Makin’ tastier bacon: Liquor leftovers keep porkers placid
You might have eaten drunken chicken. What about plonkered pork? You might be doing the pig a favour if it’s been lightly sauced … while in the farmyard.
A collaborative study by professional brewers and the University of Tokyo found that nutrients in leftover fermented barley – used to make the traditional Japanese liquor schochu – reduces stress in pigs.
It also makes them tastier on the plate, and is good for the climate by reducing flood waste.
Apparently geography makes pigs and brewing a natural fit.
According to a statement from the University of Tokyo, the island of Kyushu “is well-known historically for making shochu and for its many pig farms.”
Not quite smashed on the mash
The study was a small one.
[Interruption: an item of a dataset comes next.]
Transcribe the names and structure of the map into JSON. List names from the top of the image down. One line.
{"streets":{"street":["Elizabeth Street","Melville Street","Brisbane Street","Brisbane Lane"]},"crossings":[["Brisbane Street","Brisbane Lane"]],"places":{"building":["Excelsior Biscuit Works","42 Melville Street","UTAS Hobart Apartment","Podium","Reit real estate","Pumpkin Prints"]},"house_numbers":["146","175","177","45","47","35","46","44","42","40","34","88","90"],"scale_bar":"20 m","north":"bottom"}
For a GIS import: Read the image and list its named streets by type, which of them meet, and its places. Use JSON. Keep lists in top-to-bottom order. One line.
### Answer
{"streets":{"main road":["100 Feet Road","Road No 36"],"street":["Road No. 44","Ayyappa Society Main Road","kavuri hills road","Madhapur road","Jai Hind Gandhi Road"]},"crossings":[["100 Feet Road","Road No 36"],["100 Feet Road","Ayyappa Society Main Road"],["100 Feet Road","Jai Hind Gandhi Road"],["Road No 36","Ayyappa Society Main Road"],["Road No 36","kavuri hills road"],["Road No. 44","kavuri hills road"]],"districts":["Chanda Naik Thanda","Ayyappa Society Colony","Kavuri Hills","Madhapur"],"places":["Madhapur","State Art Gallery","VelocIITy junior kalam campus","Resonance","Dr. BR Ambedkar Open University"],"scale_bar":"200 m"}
Researchers fed six pigs a standard diet supplemented with shochu distillation remnants, the dried mixture of barley, mould and yeast left over after distilling out the shochu.
Pigs fed shochu remnants from age three to six months “had higher amounts of antibodies called IgA in their saliva, indicating that shochu remnants kept the pigs healthier than the standard diet.”
The pigs had lower stress levels than pigs fed the normal diet supplemented with fresh barley, “as measured by the amount of cortisol, a common stress hormone, in their saliva.”
The study built on previous research that “linked healthier responses to stress to two protein building blocks called leucine and histidine peptides, which barley shochu contains in abundance.”
Not squeaking, singing
The distillation remnants were also fed to mice, one time only, and immediately before “a stressful event”.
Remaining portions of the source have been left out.